Exercise >> Reproduce exactly the lines of the material beneath, from the line that contains "958,196 928,223 934,229" to the line that contains "1030,477 1012,492 1023,504", both included, and no other lines.

Information supplied >>
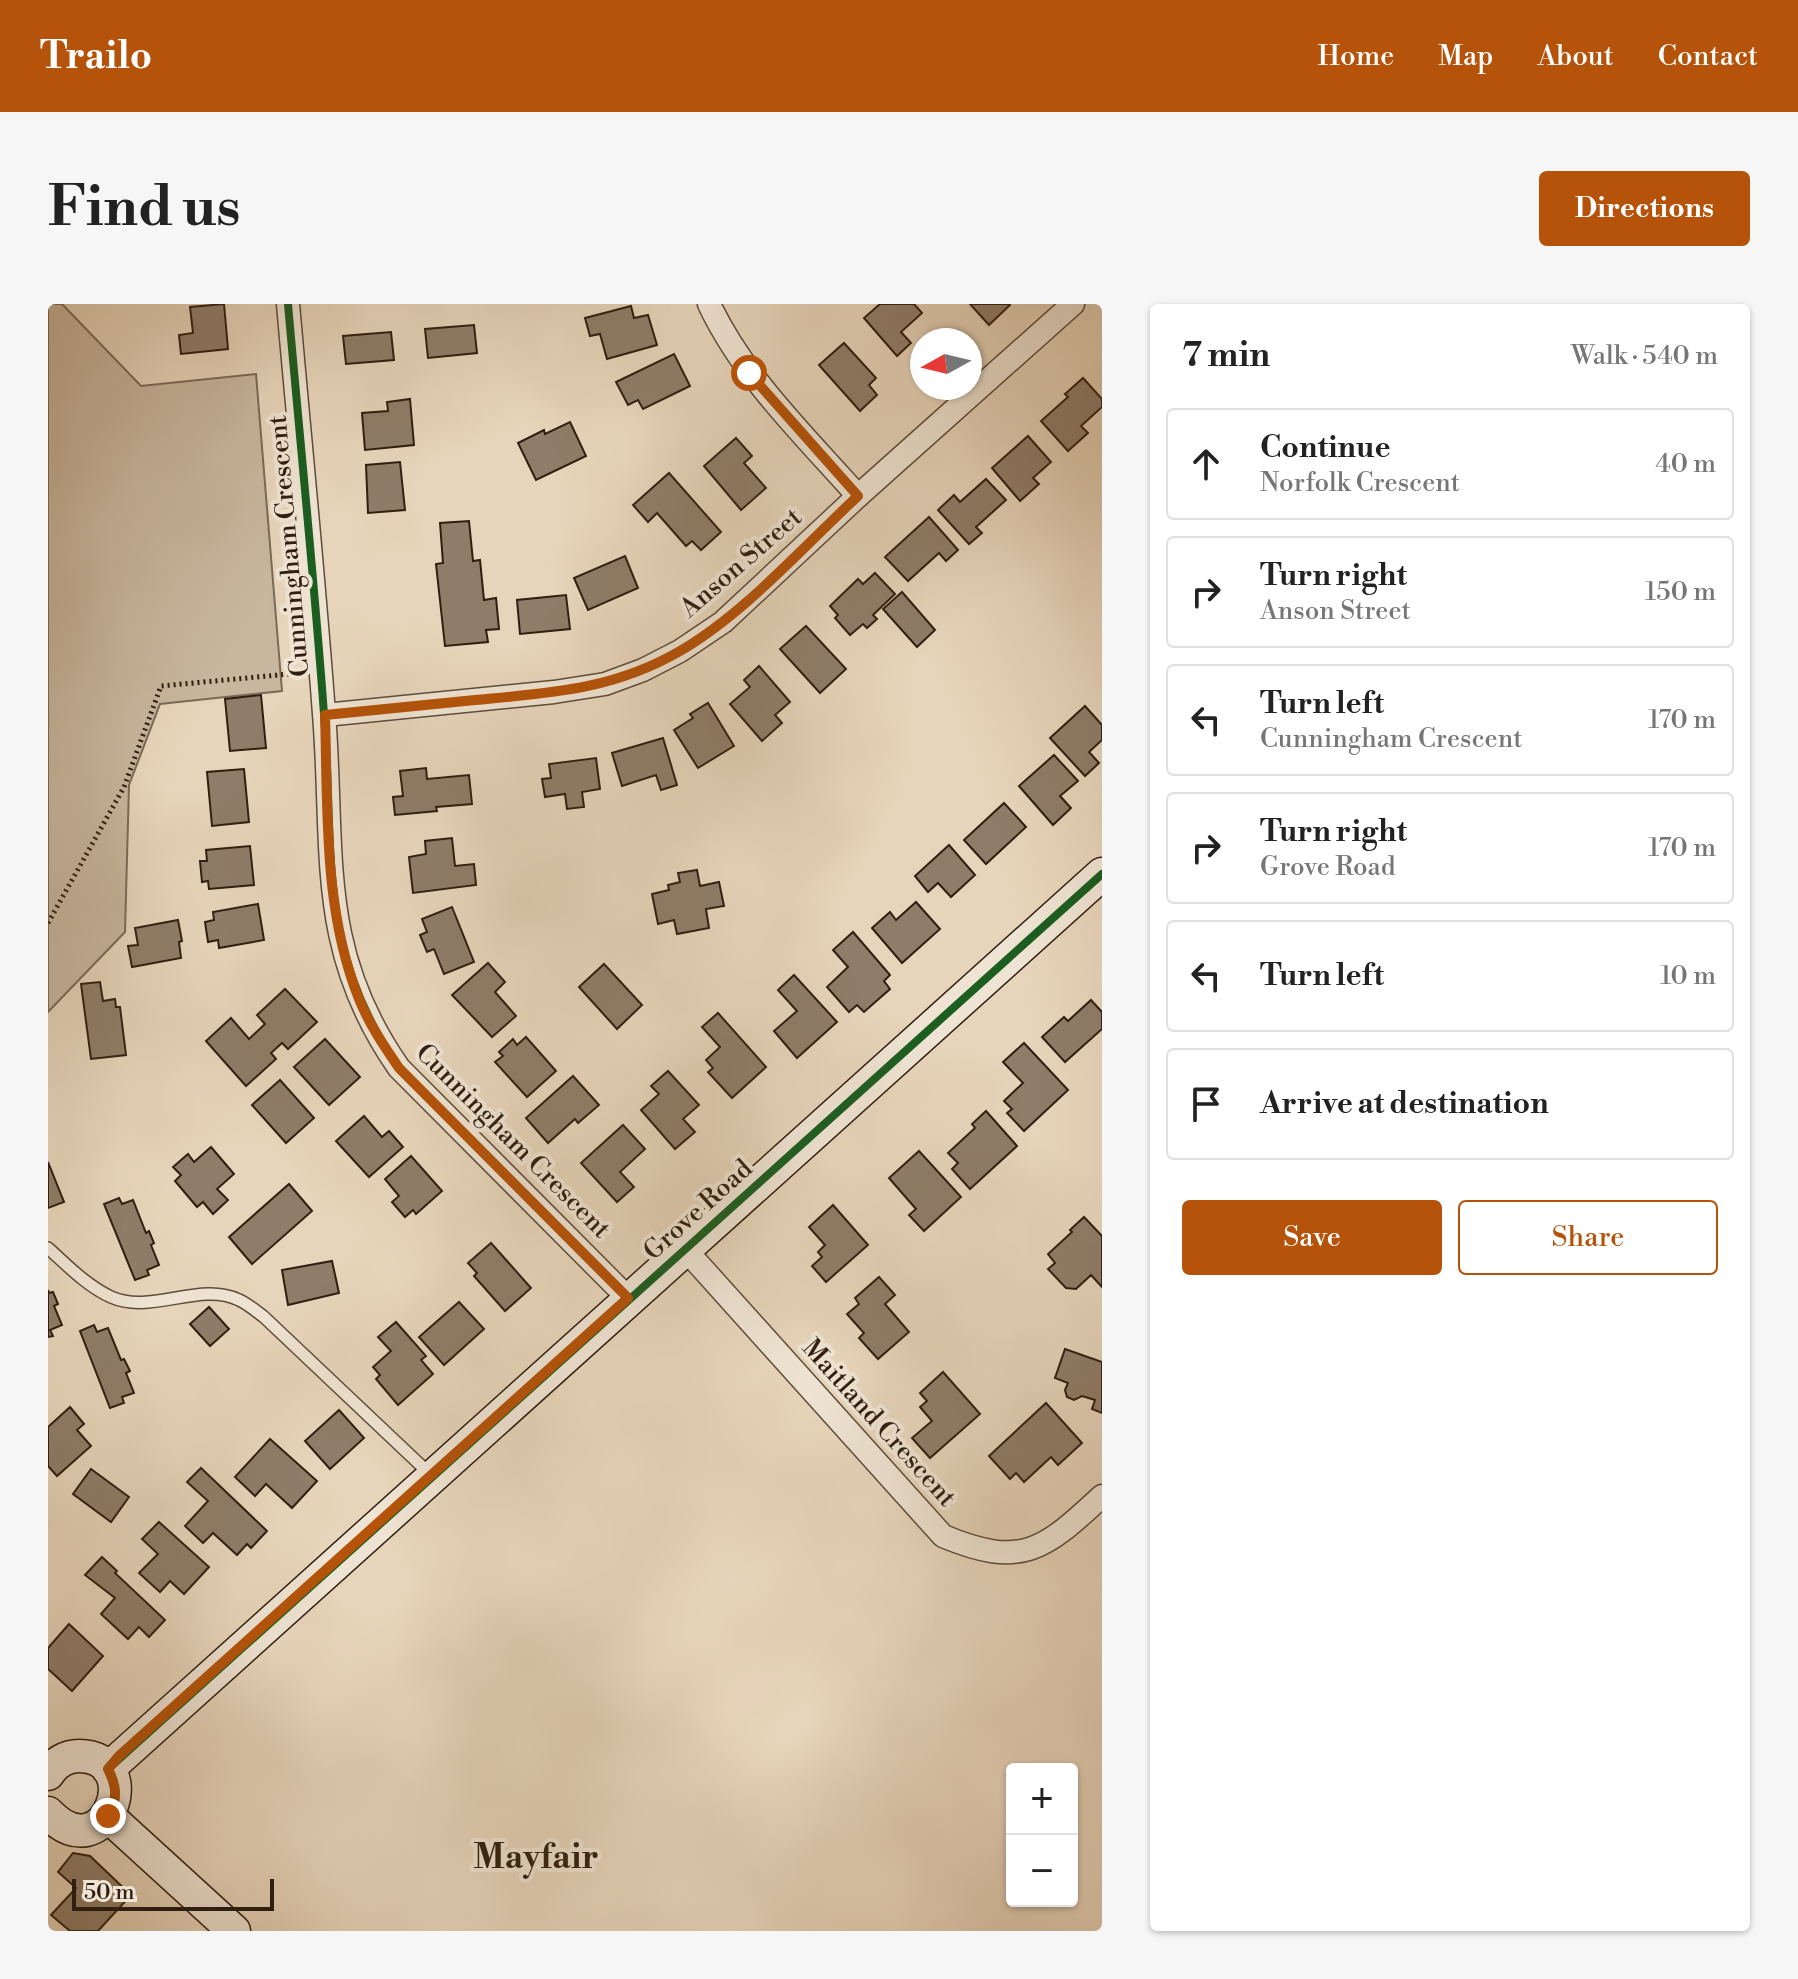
<!DOCTYPE html>
<html lang="en">
<head>
<meta charset="utf-8">
<style>
  :root { --surface:#fff; --page:#f6f6f6; --text:#222; --muted:#767676; --line:#e0e0e0; --accent:#b45309 }
  body { margin:0; font-family:"Libre Bodoni",serif; background:var(--page); color:var(--text) }
  .controls { position:absolute; right:24px; bottom:24px; display:grid; overflow:hidden; border-radius:8px; box-shadow:0 2px 6px #0004 }
  .controls button { width:72px; height:72px; display:grid; place-items:center; padding:0; border:0; border-bottom:2px solid var(--line); background:var(--surface); color:var(--text); font:40px sans-serif }
  .compass { position:absolute; left:862px; top:24px; width:72px; height:72px; border-radius:50%; background:var(--surface); box-shadow:0 2px 6px #0004; rotate:262deg }
  .scale { position:absolute; left:24px; bottom:20px; width:202px; box-sizing:border-box; padding-left:8px; border:4px solid #301e10; border-top:0; font-size:22px; line-height:28px; white-space:nowrap; color:#301e10; -webkit-text-stroke:6px #efe4d3; paint-order:stroke }
  .stop { position:absolute; width:24px; height:24px; margin:-18px; border:6px solid #b45309; border-radius:50%; background:#fff }
  .stop.end { background:#b45309; border-color:#fff; box-shadow:0 2px 8px #0008 }
  .list { margin:0; padding:0; list-style:none }
  h2 { display:flex; justify-content:space-between; align-items:center; height:104px; margin:0; padding:0 32px; font-size:34px }
  h2 small { font-size:26px; font-weight:400; color:var(--muted) }
  .list li { display:grid; grid-template-columns:52px 1fr auto; gap:24px; align-items:center; box-sizing:border-box; height:112px; margin:0 16px 16px; padding:0 16px; border:2px solid var(--line); border-radius:8px }
  .list b { display:block; font-size:30px; white-space:nowrap }
  .list p { margin:0; font-size:26px; white-space:nowrap; color:var(--muted) }
  .list em { font-size:26px; font-style:normal; color:var(--muted) }
  .actions { display:flex; gap:16px; padding:24px 32px }
  .actions a { flex:1; padding:18px 0; border:2px solid var(--accent); border-radius:8px; text-align:center; font-size:28px; color:var(--accent) }
  .actions .main { background:var(--accent); color:#fff }
  .icon { flex:none; width:44px; height:44px; fill:none; stroke:currentColor; stroke-width:2; stroke-linecap:round; stroke-linejoin:round }
  .map { position:relative; flex:none; width:1054px; height:1627px; overflow:hidden; border-radius:8px }
  header { display:flex; align-items:center; gap:48px; box-sizing:border-box; height:112px; padding:0 40px; background:var(--accent); color:#fff }
  header strong { font-size:38px }
  nav { display:flex; gap:44px; margin-inline-start:auto; font-size:28px }
  .intro { display:flex; align-items:center; justify-content:space-between; box-sizing:border-box; height:192px; padding:0 48px }
  h1 { margin:0; font-size:56px }
  .button { padding:20px 36px; border-radius:8px; background:var(--accent); color:#fff; font-size:28px; font-weight:700 }
  main { display:flex; gap:48px; padding:0 48px }
  aside { flex:1; background:var(--surface); border-radius:8px; box-shadow:0 2px 6px #0004 }
  .map>svg:first-child { display:block }
</style>
</head>
<body>
<header>
<strong>Trailo</strong>
<nav><a>Home</a><a>Map</a><a>About</a><a>Contact</a></nav>
</header>
<div class="intro"><h1>Find us</h1><a class="button">Directions</a></div>
<main>
<div class="map">
<svg width="1054" height="1627" viewBox="0 0 1054 1627">
  <rect width="100%" height="100%" fill="#e7d5bb"/>
  <filter id="stains"><feTurbulence type="fractalNoise" baseFrequency=".0025" numOctaves="4"/><feColorMatrix values="0 0 0 0 .2 0 0 0 0 .09 0 0 0 0 .02 0 0 0 .5 -.17"/></filter>
  <radialGradient id="worn" r=".72"><stop offset=".6" stop-color="#630" stop-opacity="0"/><stop offset="1" stop-color="#630" stop-opacity=".3"/></radialGradient>
  <!-- green -->
  <polygon fill="#c8b69e" stroke="#7c6a57" stroke-width="2" points="0,0 14,0 93,82 208,70 234,387 112,400 81,481 77,628 0,708"/>
  <!-- building -->
  <g fill="#8f7d69" stroke="#301e10" stroke-width="2">
    <polygon points="176,0 180,45 133,50 131,31 145,29 142,3"/>
    <polygon points="832,0 866,0 874,9 853,28 863,39 849,52 816,14"/>
    <polygon points="922,0 961,0 962,1 941,21"/>
    <polygon points="583,2 586,14 600,11 609,41 559,55 552,30 542,32 537,14"/>
    <polygon points="426,21 429,49 380,54 377,25"/>
    <polygon points="343,28 346,56 298,60 295,32"/>
    <polygon points="796,39 828,74 821,81 829,91 812,107 771,61"/>
    <polygon points="626,50 642,82 595,105 590,96 580,101 568,78"/>
    <polygon points="1035,74 1054,95 1054,103 1033,122 1040,129 1020,147 993,117 1020,93 1017,90"/>
    <polygon points="362,95 366,141 317,146 314,109 340,107 339,98"/>
    <polygon points="522,118 538,152 488,176 470,139 496,126 497,130"/>
    <polygon points="980,132 1003,158 985,174 991,180 972,197 944,164"/>
    <polygon points="688,134 704,152 696,159 718,184 693,206 656,162"/>
    <polygon points="352,158 357,206 320,209 318,161"/>
    <polygon points="621,169 673,228 653,246 644,237 638,242 609,209 600,218 585,201"/>
    <polygon points="938,175 958,196 928,223 934,229 921,240 890,206 906,191 912,198"/>
    <polygon points="881,213 910,246 898,257 891,249 860,277 837,253"/>
    <polygon points="421,217 425,257 432,256 436,296 448,294 451,325 438,326 440,338 397,342 388,260 395,259 392,219"/>
    <polygon points="577,252 590,284 540,306 526,274"/>
    <polygon points="827,269 847,290 825,311 829,315 819,324 815,320 802,331 787,314 790,311 782,302 810,275 815,280"/>
    <polygon points="854,288 887,326 869,343 835,305"/>
    <polygon points="518,291 522,325 472,330 469,296"/>
    <polygon points="758,322 798,365 772,389 732,345"/>
    <polygon points="711,362 742,398 727,411 734,419 714,437 682,400 702,383 696,376"/>
    <polygon points="213,391 218,444 182,447 177,395"/>
    <polygon points="660,399 686,442 650,464 626,426 645,414 642,410"/>
    <polygon points="1037,402 1054,421 1054,436 1041,448 1051,459 1037,472 1002,434"/>
    <polygon points="615,434 629,481 613,486 608,471 574,482 564,449"/>
    <polygon points="1006,451 1030,477 1012,492 1023,504 1005,521 971,482"/>
    <polygon points="548,454 552,485 534,488 536,503 519,505 517,490 497,493 494,475 503,474 501,460"/>
    <polygon points="378,464 379,475 421,471 424,500 388,503 389,507 347,511 345,493 355,492 352,467"/>
    <polygon points="196,465 201,518 164,522 159,468"/>
    <polygon points="956,499 978,523 938,560 916,536"/>
    <polygon points="404,534 407,562 426,560 428,581 365,589 361,553 378,550 377,537"/>
    <polygon points="901,541 927,571 903,593 890,579 880,588 867,572"/>
    <polygon points="202,542 206,581 161,585 160,577 154,578 152,557 159,557 158,546"/>
    <polygon points="649,566 652,582 671,578 676,602 658,605 661,624 629,630 626,616 610,620 604,590 621,586 620,581 632,578 630,569"/>
    <polygon points="868,598 892,625 854,659 824,624 842,608 848,616"/>
    <polygon points="210,600 216,636 171,644 170,636 160,638 157,618 166,616 165,608"/>
    <polygon points="404,603 426,658 396,670 386,645 379,648 372,631 379,628 374,615"/>
    <polygon points="130,616 134,637 131,638 133,654 84,663 80,642 90,641 87,624"/>
    <polygon points="805,628 842,671 836,677 842,685 816,708 809,701 801,708 779,683 800,663 785,646"/>
    <polygon points="440,659 457,678 447,688 468,712 444,733 404,691"/>
    <polygon points="556,660 594,701 569,725 531,683"/>
    <polygon points="746,671 789,718 749,754 726,727 749,707 730,686"/>
    <polygon points="52,678 55,697 67,695 68,703 72,703 78,751 43,755 33,680"/>
    <polygon points="237,685 269,718 240,745 234,739 223,749 228,755 198,782 158,737 183,714 201,735 217,720 209,711"/>
    <polygon points="1043,696 1054,708 1054,725 1017,758 994,733 1016,713 1020,717"/>
    <polygon points="670,709 718,763 684,794 660,768 665,764 658,756 672,743 654,723"/>
    <polygon points="478,733 508,767 479,793 447,758 455,752 451,748 465,735 469,741"/>
    <polygon points="277,735 312,773 281,801 246,763"/>
    <polygon points="976,739 1020,786 976,827 959,809 964,805 956,797 975,779 955,758"/>
    <polygon points="620,767 651,801 635,815 647,828 627,845 593,806 611,790 603,782"/>
    <polygon points="525,772 551,801 530,819 527,815 500,839 478,814"/>
    <polygon points="232,776 266,814 238,839 204,801"/>
    <polygon points="938,807 969,842 922,885 904,865 910,859 900,849 927,824 924,820"/>
    <polygon points="316,812 334,833 341,827 355,843 321,873 288,837"/>
    <polygon points="575,821 597,845 572,868 586,883 569,898 533,859"/>
    <polygon points="163,843 186,870 169,885 180,896 165,910 155,898 149,903 127,877 133,871 125,863 140,850 146,858"/>
    <polygon points="871,847 913,893 876,927 861,911 868,905 841,874"/>
    <polygon points="363,852 394,887 368,910 365,906 357,913 344,898 351,892 337,875"/>
    <polygon points="0,858 16,898 0,904"/>
    <polygon points="241,880 264,907 204,960 181,933"/>
    <polygon points="71,894 74,900 85,896 98,929 101,927 106,939 103,941 111,961 99,966 101,971 87,976 56,900"/>
    <polygon points="785,901 820,941 778,978 764,962 774,953 770,948 777,941 761,923"/>
    <polygon points="1036,913 1054,932 1054,983 1043,971 1028,985 1018,984 1000,965 1007,959 1000,950 1024,928 1022,926"/>
    <polygon points="443,939 483,984 457,1007 426,972 429,969 420,959"/>
    <polygon points="284,957 291,989 240,1001 234,966"/>
    <polygon points="831,973 847,991 837,1000 861,1028 830,1055 811,1034 816,1029 799,1010 811,1000 807,994"/>
    <polygon points="0,986 1,989 5,988 10,1000 6,1002 14,1021 2,1026 5,1032 0,1033"/>
    <polygon points="411,998 436,1025 396,1061 371,1033"/>
    <polygon points="161,1003 181,1025 162,1042 142,1020"/>
    <polygon points="348,1018 378,1052 373,1056 385,1070 350,1101 328,1075 332,1071 325,1063 343,1047 330,1033"/>
    <polygon points="46,1021 49,1028 60,1024 73,1056 76,1055 82,1067 78,1069 86,1089 74,1093 76,1099 62,1104 32,1027"/>
    <polygon points="1017,1045 1054,1058 1054,1109 1044,1105 1047,1096 1034,1092 1026,1096 1019,1093 1017,1086 1020,1079 1007,1074"/>
    <polygon points="895,1068 932,1110 882,1154 864,1134 884,1117 872,1103 879,1097 872,1089"/>
    <polygon points="998,1099 1034,1139 1010,1161 1003,1153 976,1178 968,1169 962,1175 941,1152"/>
    <polygon points="22,1103 36,1120 29,1126 43,1142 9,1172 0,1162 0,1123"/>
    <polygon points="291,1106 316,1134 282,1165 257,1137"/>
    <polygon points="222,1135 269,1177 244,1204 218,1180 207,1192 187,1173"/>
    <polygon points="153,1164 219,1227 203,1244 199,1240 189,1251 165,1229 155,1239 137,1222 160,1197 139,1178"/>
    <polygon points="43,1165 81,1193 63,1218 25,1190"/>
    <polygon points="111,1218 161,1263 136,1290 122,1277 112,1288 91,1269 110,1250 94,1235"/>
    <polygon points="54,1253 69,1267 67,1269 117,1316 101,1333 91,1323 80,1335 53,1310 67,1294 37,1271"/>
    <polygon points="21,1320 55,1352 24,1387 0,1365 0,1344"/>
    <polygon points="25,1549 42,1552 83,1591 50,1627 22,1627 3,1611 28,1584 10,1568"/>
  </g>
  <g fill="none" stroke-linecap="round" stroke-linejoin="round">
    <!-- lane casing -->
    <g stroke="#5e4c3b" stroke-width="14">
      <path id="lane" d="M0,944C20,962 39,982 63,993C103,1011 152,977 191,996C200,1000 208,1007 216,1013L383,1171"/>
    </g>
    <!-- street casing -->
    <g stroke="#5e4c3b" stroke-width="25">
      <g id="street">
        <path d="M240,0C252,137 266,273 276,410C287,546 267,644 351,764L580,994"/>
        <path d="M661,0C696,74 756,131 810,192"/>
        <polyline points="277,411 506,388 557,380 595,366 632,347 675,318 810,192 1025,0"/>
        <path d="M636,944L895,1232C974,1265 996,1246 1054,1192"/>
      </g>
    </g>
    <!-- secondary casing -->
    <g stroke="#301e10" stroke-width="35">
      <g id="secondary">
        <polyline points="60,1465 1054,570"/>
        <path d="M0,1470C7,1459 18,1452 31,1452C100,1452 58,1570 0,1509"/>
        <polyline points="60,1512 186,1627"/>
      </g>
    </g>
    <!-- path -->
    <polyline stroke="#301e10" stroke-width="5" stroke-dasharray="2 4" stroke-linecap="butt" points="0,619 76,483 113,382 252,369"/>
    <!-- lane -->
    <use href="#lane" stroke="#efe4d3" stroke-width="11"/>
    <!-- street -->
    <use href="#street" stroke="#efe4d3" stroke-width="22"/>
    <!-- secondary -->
    <use href="#secondary" stroke="#efe4d3" stroke-width="32"/>
    <!-- cycleway casing -->
    <g stroke="#efe4d3" stroke-width="13">
      <g id="cycleway">
        <path d="M240,0C252,137 266,273 276,410C287,546 267,644 351,764L580,994"/>
        <polyline points="60,1465 1054,570"/>
      </g>
    </g>
    <!-- cycleway -->
    <use href="#cycleway" stroke="#1b5e20" stroke-width="8"/>
  </g>
  <g fill="none" stroke-linecap="round" stroke-linejoin="round">
    <!-- route -->
    <path stroke="#b45309" stroke-width="10" d="M60,1512C70,1495 69,1483 60,1465L71,1452L580,994L351,764C336,742 321,720 311,695C275,605 280,506 277,411C327,406 377,401 427,396C502,389 565,386 632,347C696,310 755,243 810,192L701,69"/>
  </g>
  <g text-anchor="middle" dominant-baseline="central" stroke-width="8" stroke-linejoin="round" paint-order="stroke">
    <!-- street labels -->
    <g font-size="26" fill="#301e10" stroke="#efe4d3">
      <text transform="translate(241 242) rotate(-95)">Cunningham Crescent</text>
      <text transform="translate(693 259) rotate(-41)">Anson Street</text>
      <text transform="translate(465 837) rotate(45)">Cunningham Crescent</text>
      <text transform="translate(650 906) rotate(-42)">Grove Road</text>
      <text transform="translate(831 1119) rotate(48)">Maitland Crescent</text>
    </g>
    <!-- district labels -->
    <g font-size="34" font-weight="bold" fill="#301e10" stroke="#efe4d3">
      <text x="488" y="1554">Mayfair</text>
    </g>
  </g>
  <rect width="100%" height="100%" filter="url(#stains)"/>
  <rect width="100%" height="100%" fill="url(#worn)"/>
</svg>
<div class="controls">
<button>+</button>
<button>−</button>
</div>
<svg class="compass" viewBox="-18 -18 36 36"><path d="M0-13l5 13h-10z" fill="#e53935"/><path d="M0 13l5-13h-10z" fill="#767676"/></svg>
<div class="scale">50 m</div>
<div class="stop" style="left:701px;top:69px"></div>
<div class="stop end" style="left:60px;top:1512px"></div>
</div>
<aside>
<h2>7 min<small>Walk · 540 m</small></h2>
<ul class="list">
<li><svg class="icon" aria-label="ahead" viewBox="0 0 24 24"><path d="M12 20V5M6 11l6-6 6 6"/></svg><div><b>Continue</b><p>Norfolk Crescent</p></div><em>40 m</em></li>
<li><svg class="icon" aria-label="right" viewBox="0 0 24 24"><path d="M7 20v-9h11M14 6l5 5-5 5"/></svg><div><b>Turn right</b><p>Anson Street</p></div><em>150 m</em></li>
<li><svg class="icon" aria-label="left" viewBox="0 0 24 24"><path d="M17 20v-9H6M10 6l-5 5 5 5"/></svg><div><b>Turn left</b><p>Cunningham Crescent</p></div><em>170 m</em></li>
<li><svg class="icon" aria-label="right" viewBox="0 0 24 24"><path d="M7 20v-9h11M14 6l5 5-5 5"/></svg><div><b>Turn right</b><p>Grove Road</p></div><em>170 m</em></li>
<li><svg class="icon" aria-label="left" viewBox="0 0 24 24"><path d="M17 20v-9H6M10 6l-5 5 5 5"/></svg><div><b>Turn left</b></div><em>10 m</em></li>
<li><svg class="icon" aria-label="arrive" viewBox="0 0 24 24"><path d="M6 21V4h12l-3 4 3 4H6"/></svg><div><b>Arrive at destination</b></div></li>
</ul>
<div class="actions"><a class="main">Save</a><a>Share</a></div>
</aside>
</main>
</body>
</html>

Result of this task >>
    <polygon points="938,175 958,196 928,223 934,229 921,240 890,206 906,191 912,198"/>
    <polygon points="881,213 910,246 898,257 891,249 860,277 837,253"/>
    <polygon points="421,217 425,257 432,256 436,296 448,294 451,325 438,326 440,338 397,342 388,260 395,259 392,219"/>
    <polygon points="577,252 590,284 540,306 526,274"/>
    <polygon points="827,269 847,290 825,311 829,315 819,324 815,320 802,331 787,314 790,311 782,302 810,275 815,280"/>
    <polygon points="854,288 887,326 869,343 835,305"/>
    <polygon points="518,291 522,325 472,330 469,296"/>
    <polygon points="758,322 798,365 772,389 732,345"/>
    <polygon points="711,362 742,398 727,411 734,419 714,437 682,400 702,383 696,376"/>
    <polygon points="213,391 218,444 182,447 177,395"/>
    <polygon points="660,399 686,442 650,464 626,426 645,414 642,410"/>
    <polygon points="1037,402 1054,421 1054,436 1041,448 1051,459 1037,472 1002,434"/>
    <polygon points="615,434 629,481 613,486 608,471 574,482 564,449"/>
    <polygon points="1006,451 1030,477 1012,492 1023,504 1005,521 971,482"/>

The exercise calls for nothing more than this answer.